Editor's note: The following column originally appeared in The Washington Times.
Sen. Joni Ernst is taking a swing at the money we pay ex-presidents. She’s written a bill that caps what we pay them, but it doesn’t go far enough.
With ex-presidents making tens of millions of dollars upon leaving office, why are we still paying multimillionaire ex-presidents obscene amounts of money every year?

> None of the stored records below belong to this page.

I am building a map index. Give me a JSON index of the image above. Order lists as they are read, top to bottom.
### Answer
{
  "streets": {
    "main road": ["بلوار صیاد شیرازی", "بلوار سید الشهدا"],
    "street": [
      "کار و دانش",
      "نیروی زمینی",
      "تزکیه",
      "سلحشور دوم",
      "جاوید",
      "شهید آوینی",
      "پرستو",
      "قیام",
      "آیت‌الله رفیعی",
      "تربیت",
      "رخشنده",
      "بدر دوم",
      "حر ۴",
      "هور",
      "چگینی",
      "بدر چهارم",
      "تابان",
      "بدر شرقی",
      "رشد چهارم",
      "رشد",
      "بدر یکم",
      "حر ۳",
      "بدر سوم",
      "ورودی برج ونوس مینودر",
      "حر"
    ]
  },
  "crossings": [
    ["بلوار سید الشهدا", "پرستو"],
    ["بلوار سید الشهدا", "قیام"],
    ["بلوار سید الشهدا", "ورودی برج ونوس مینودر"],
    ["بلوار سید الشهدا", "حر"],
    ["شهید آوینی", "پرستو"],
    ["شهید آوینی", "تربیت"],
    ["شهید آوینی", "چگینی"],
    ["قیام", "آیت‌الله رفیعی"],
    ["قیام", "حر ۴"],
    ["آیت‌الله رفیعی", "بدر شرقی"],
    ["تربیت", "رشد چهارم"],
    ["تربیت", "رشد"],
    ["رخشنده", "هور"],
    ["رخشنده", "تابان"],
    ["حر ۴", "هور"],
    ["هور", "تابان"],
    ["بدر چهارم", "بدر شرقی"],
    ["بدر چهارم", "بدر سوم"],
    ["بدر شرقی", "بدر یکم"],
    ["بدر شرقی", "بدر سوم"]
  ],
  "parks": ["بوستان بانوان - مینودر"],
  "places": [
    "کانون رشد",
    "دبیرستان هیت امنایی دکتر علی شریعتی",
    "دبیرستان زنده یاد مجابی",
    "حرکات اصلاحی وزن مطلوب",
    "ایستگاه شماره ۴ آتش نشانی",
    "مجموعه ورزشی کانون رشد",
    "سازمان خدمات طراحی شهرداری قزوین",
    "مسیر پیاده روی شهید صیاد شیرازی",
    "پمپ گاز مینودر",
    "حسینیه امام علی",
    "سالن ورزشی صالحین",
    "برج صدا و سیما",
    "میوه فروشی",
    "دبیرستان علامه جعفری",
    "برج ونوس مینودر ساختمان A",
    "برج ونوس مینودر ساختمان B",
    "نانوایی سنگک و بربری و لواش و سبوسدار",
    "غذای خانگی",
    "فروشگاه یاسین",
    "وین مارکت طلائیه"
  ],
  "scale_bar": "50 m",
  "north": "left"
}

We have politicians who have grown monumentally rich on the perks that come after our having hired them. Speaking engagements, book deals, board memberships, you name it, they do it and the millions roll in.
Courtesy of the Former Presidents Act in 1958, ex-presidents are entitled to a pension, staff, medical care and Secret Service protection. It was President Harry Truman’s financial difficulties after leaving office that helped facilitate passage of the act.
Times have changed and the need for the Former Presidents Act has not just disappeared, its continued existence (and acceptance by ex-presidents) is an insult to the American people and furthers the deceit that we work for them.
Former President Barack Obama and his wife are worth $25 million dollars according to Time magazine, and that’s not counting their reported $65 million dollar combined book deals after leaving the White House. A recent report revealed Mr. Obama is also pulling in $400,000 per speech to Wall Street companies. It’s safe to say Mr. Obama wouldn’t be making this money had he not been elected president.
TheRichest.com tells us that former President George W. Bush’s net worth is estimated at $35 million. His father, the 41st president of the United States? $25 million.
The Clintons turned the presidency into an ATM machine since Bill Clinton left the office. According to Forbes, the Clintons “have turned political fame into a personal fortune, raking in more than $240 million. … Mr. Clinton made the lion’s share of that almost quarter of $1 billion, earning $189 million by writing books, giving speeches, consulting private companies and advising billionaire Ron Burkle,” Forbes reported.
Former President Jimmy Carter appears to be living comfortably on his $7 million net worth. Who wouldn’t? OK, the Clintons would consider that pocket change.
Our financial perks for ex-presidents add up almost as quickly as lies about interns, gun running to Mexico, and the murder of an ambassador. The Washington Times reported, “Former President Barack Obama is about to become the most expensive ex-president, costing taxpayers $1,153,000 next year, according to a new Congressional Research Service memo looking at the official allowances for the five living former chief executives. His $1,153,000 budget request for 2018 is more than $100,000 higher than George W. Bush’s request for next year and nearly $200,000 more than Bill Clinton’s expected budget. George H.W. Bush is slated to get $942,000, while Jimmy Carter will get less than half that, at just $456,000.”
Ms. Ernst is of the mind that something should change.
“Sen. Joni Ernst, Iowa Republican, said that while presidents should keep getting taxpayer-funded security details, they don’t need the more than $1 million in pensions and office equipment that former Presidents Obama and George W. Bush are each expected to cost in 2018,” The Times reported.
“Her bill would cap the annual pension payment at $200,000 per president, and would impose a cap on how much an ex-president’s office can cost. Initially the cap would be $500,000 a year, dropping over a decade to $250,000 per presidential office,” the newspaper said.
Ms. Ernst told “Fox & Friends” that she and Rep. Jody Hice, R-Ga., reintroduced the bill this year and are “very hopeful to get it over the finish line.”
While Ms. Ernst has the right idea, she doesn’t go far enough. There is no reason for taxpayers to fund these individuals at any level. They have more than enough money to fund their own offices, and anything else they want to indulge in.
It is also reasonable that we require ex-presidents to have Secret Service protection. We should maintain it as a requirement of ex-presidents, and they should reimburse the Treasury for the cost.
The financial freedom for life provided by the free market is a gift the American people give ex-presidents. After decades of our nation struggling under financial distress and enduring a massive recession, it’s time we end the absurdity of subsidizing these super-rich ex-presidents.